In a study conducted in 20056, 70% of patients overestimated the number of remaining doses when shaking their inhaler device to determine the quantity of drug remaining. Nearly 20% underestimated the number of doses remaining and, as a result, were discarding their pMDI prematurely, adding to landfill waste and increasing demand for pMDIs with manufacturers.

Product innovation such as H&T Presspart’s eMDI smart inhaler and a range of dose counters (a licensed design from Kindeva Drug Delivery) and end-of-life indication systems, would allow patients to determine the amount of medication in doses remaining within their pMDI device. Reducing the number of inhalers that are prematurely disposed of will consequently reduce the carbon footprint of the pMDI market whilst improving patient adherence (Figure 4).

CONCLUSION

After 65 years, the pMDI remains one of the best portable devices for delivering drugs to the lungs. The patient’s need for these devices still exists, with a number of big pharma companies working on the next-generation pMDI. With add-on technologies to provide safe and efficacious drug delivery, the longevity of pMDI devices remains certain.

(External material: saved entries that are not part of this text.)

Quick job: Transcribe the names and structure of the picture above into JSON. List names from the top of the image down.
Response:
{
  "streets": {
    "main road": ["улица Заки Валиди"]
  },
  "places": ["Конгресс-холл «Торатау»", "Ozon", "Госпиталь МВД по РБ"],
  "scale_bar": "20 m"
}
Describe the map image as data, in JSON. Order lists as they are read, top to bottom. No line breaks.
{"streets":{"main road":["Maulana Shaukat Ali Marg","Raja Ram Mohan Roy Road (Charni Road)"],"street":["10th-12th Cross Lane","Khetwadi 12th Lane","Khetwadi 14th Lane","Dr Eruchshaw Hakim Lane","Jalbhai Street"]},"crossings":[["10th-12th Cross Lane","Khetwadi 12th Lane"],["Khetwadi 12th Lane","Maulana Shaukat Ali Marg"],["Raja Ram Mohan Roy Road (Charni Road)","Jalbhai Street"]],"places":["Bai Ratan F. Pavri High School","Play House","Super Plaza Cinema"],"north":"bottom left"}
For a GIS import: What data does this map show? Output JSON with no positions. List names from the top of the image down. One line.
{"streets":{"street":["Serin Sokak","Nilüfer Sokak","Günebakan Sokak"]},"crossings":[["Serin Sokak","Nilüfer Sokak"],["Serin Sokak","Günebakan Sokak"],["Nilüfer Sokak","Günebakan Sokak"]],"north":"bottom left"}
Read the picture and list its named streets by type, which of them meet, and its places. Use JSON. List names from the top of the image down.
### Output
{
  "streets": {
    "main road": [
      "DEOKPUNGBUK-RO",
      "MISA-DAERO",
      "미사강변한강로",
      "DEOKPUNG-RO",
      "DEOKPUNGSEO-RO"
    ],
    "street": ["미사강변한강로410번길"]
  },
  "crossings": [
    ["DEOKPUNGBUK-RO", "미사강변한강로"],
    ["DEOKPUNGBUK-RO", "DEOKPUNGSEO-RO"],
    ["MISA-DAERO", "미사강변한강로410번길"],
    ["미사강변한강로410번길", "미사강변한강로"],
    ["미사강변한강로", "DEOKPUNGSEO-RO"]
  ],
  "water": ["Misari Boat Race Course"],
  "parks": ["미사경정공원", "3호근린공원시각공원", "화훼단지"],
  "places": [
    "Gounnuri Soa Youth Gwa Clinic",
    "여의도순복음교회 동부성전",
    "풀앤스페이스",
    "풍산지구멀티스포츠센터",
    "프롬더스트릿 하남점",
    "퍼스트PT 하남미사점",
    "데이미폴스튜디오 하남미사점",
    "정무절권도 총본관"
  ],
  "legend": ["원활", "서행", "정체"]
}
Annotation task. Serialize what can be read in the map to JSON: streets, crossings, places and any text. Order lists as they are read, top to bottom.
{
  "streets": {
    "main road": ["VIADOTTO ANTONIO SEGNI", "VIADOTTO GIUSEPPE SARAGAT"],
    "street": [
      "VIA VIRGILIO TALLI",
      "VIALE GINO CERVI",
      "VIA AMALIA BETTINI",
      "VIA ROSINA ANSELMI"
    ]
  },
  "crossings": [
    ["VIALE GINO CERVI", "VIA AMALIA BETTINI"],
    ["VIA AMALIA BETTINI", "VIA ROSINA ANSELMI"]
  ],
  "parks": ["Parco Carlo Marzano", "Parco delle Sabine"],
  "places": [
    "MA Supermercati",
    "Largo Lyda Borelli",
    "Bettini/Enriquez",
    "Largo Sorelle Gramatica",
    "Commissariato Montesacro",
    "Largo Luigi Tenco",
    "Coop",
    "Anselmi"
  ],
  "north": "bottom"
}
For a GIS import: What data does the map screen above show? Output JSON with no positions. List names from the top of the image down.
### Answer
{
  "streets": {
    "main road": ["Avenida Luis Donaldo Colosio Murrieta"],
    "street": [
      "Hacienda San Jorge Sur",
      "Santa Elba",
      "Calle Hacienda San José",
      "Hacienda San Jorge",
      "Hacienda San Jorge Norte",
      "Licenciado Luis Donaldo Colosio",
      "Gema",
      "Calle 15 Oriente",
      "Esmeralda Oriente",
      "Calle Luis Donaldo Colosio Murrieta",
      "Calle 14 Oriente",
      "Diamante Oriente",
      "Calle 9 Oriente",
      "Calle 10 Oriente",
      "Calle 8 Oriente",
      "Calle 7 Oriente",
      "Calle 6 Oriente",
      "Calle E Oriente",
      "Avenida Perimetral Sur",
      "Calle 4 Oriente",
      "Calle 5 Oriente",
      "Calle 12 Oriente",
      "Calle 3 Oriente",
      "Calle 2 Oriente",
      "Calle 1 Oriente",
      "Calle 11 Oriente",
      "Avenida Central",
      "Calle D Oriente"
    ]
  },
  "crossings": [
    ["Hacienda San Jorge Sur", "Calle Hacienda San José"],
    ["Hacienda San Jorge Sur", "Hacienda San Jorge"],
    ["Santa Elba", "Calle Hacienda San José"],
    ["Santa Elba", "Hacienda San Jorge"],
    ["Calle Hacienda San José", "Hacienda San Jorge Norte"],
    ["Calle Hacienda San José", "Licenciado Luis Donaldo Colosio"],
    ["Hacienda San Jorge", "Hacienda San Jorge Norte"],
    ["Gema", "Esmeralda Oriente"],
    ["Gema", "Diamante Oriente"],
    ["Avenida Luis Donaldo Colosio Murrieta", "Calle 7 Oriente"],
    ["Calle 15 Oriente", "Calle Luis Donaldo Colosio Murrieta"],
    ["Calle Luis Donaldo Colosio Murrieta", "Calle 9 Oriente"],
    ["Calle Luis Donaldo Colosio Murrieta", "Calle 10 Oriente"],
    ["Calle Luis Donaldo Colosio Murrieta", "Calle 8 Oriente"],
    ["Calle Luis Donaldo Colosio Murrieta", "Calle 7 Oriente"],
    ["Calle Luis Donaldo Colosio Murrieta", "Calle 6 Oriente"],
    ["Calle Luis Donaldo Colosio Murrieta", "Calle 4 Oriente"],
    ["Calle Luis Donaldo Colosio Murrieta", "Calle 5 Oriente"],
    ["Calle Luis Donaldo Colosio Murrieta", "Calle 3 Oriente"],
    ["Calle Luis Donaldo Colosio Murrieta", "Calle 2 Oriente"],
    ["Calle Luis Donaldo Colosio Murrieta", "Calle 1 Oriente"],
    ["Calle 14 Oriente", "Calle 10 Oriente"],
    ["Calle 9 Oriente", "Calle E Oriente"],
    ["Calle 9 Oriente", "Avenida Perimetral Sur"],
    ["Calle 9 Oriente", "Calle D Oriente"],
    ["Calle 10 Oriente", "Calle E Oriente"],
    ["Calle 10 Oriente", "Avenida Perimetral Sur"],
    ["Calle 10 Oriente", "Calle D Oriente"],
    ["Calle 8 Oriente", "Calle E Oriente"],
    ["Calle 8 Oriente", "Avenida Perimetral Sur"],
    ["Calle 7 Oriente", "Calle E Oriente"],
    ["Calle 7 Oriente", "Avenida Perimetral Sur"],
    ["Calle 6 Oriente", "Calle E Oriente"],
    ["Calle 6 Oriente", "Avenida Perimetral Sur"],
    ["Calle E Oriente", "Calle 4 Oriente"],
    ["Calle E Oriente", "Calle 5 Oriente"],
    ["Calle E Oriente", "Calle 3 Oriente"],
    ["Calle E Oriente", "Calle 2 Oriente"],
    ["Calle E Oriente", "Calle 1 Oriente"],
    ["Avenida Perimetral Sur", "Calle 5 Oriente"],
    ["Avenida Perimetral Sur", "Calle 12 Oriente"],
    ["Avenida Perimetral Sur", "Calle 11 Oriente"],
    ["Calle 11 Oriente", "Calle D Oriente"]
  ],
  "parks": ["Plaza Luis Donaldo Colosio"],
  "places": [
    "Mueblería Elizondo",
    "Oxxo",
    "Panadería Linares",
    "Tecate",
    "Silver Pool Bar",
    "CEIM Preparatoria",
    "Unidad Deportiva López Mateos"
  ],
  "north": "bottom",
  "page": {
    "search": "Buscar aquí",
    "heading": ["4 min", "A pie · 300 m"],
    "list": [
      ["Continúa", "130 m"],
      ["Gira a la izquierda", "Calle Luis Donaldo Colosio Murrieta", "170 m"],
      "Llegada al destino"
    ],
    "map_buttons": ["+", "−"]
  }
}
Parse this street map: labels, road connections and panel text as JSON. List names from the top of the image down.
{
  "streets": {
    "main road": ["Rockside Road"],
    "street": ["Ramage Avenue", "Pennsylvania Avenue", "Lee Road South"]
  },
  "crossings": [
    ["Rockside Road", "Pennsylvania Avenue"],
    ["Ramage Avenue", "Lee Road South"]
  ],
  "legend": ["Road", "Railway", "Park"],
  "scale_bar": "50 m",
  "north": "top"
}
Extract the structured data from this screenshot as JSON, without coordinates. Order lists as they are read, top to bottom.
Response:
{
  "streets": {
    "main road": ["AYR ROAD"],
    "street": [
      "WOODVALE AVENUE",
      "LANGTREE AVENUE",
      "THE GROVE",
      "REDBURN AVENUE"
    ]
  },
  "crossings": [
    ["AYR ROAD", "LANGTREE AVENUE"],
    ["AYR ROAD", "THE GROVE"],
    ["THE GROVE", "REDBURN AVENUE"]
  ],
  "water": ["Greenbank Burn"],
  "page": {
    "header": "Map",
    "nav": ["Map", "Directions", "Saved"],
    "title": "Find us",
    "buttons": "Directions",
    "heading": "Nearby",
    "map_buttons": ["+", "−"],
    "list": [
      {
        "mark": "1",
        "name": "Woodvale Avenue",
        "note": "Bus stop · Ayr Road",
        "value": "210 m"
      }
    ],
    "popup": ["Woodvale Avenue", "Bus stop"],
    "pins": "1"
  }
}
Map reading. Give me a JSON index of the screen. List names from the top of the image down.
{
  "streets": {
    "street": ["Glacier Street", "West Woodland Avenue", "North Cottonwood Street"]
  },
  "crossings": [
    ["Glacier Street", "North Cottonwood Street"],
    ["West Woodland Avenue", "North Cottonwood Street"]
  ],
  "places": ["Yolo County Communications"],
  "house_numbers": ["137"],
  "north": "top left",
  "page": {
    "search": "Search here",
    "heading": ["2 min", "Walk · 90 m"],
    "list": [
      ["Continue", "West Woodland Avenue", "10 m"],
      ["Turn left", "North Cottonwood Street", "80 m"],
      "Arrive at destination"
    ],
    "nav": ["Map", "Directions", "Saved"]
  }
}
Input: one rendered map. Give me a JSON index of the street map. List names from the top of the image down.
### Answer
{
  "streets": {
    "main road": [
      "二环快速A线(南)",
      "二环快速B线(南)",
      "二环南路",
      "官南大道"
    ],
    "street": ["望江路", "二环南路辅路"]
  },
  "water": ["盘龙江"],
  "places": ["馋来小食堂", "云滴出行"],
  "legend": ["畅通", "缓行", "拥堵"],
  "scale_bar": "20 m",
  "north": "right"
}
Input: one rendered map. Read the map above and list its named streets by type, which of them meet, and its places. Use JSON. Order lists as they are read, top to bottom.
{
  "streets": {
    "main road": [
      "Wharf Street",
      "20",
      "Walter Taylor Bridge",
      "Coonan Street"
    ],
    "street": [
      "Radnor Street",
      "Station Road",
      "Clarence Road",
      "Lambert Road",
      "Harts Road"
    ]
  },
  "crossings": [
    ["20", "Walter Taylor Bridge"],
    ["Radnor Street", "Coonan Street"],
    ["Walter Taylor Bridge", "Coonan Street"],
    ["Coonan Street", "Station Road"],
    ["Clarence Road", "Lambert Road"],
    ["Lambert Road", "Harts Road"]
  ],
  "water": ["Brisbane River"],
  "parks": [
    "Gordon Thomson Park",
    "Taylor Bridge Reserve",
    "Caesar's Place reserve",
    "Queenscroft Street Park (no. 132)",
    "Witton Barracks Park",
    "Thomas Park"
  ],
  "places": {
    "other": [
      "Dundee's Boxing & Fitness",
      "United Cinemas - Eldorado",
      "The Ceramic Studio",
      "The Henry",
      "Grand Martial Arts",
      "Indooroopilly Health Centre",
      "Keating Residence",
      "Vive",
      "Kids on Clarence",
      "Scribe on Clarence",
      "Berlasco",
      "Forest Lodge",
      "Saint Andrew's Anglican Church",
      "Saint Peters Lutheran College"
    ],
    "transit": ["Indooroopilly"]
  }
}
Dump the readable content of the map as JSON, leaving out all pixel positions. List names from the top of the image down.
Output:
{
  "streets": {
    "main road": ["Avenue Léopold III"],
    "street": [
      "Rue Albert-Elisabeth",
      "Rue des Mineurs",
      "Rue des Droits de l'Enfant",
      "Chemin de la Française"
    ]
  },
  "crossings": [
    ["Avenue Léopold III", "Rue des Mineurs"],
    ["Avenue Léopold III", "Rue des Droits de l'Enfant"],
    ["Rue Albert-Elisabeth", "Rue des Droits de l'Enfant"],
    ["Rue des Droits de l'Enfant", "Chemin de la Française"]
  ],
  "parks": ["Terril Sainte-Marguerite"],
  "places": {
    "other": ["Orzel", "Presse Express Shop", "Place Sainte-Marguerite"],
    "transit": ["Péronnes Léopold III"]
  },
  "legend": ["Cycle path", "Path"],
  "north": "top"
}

Pharma companies and medical device manufacturers must continue to work together to reduce the carbon footprint of pMDIs. To achieve this, collaboration throughout the supply chain, from raw material suppliers to patients and drug manufacturers recycling devices, is required. This partnership will be significant if the industry is to be successful in creating a greener and more sustainable future for the next generation.

Both process and product innovation will need to be capitalised in order to make a considerable difference. Investments in new sustainable manufacturing techniques, such as H&T Presspart’s wash plants, will help drive sustainability within the industry.

The introduction of new propellants, such as HFA 152a or HFO1234ze, will see the carbon footprint of a pMDI reduced by 90% which will be a big step towards sustainable business in the market. It is also important that the industry proactively addresses patient waste through product innovation such as dose counters, end-of-life solutions, smart inhalers (connected health) and the use of biodegradable plastics, as well as the introduction of an effective recycling system for pMDIs.

REFERENCES

  1. Bell S, Morse S, “Sustainability Indicators: Measuring the Immeasurable?” Earthscan, 2008.
  2. Milanesia M, Runfolab A, Guercinia S, “Pharmaceutical industry riding the wave of sustainability: Review and opportunities for future research”. J Clean Prod, 2020, Vol 261, Article ID 121204.
  3. “Chiesi outlines €350 million investment and announces the development of the first carbon minimal pressurised Metered Dose Inhaler (pMDI) for Asthma and COPD”. Press Release, Chiesi, December 4, 2019.
  4. “AstraZeneca’s ‘Ambition Zero Carbon’ strategy to eliminate emissions by 2025 and be carbon negative across the entire value chain by 2030”. Press Release, AstraZeneca, January 22, 2020.
  5. Product Web Page, Koura’s Zephex 152a, September 21, 2020.
  6. Tietze KJ, “Metered dose inhalers: Counting doses for patient safety”. Pharmacytoday.org, November 2014.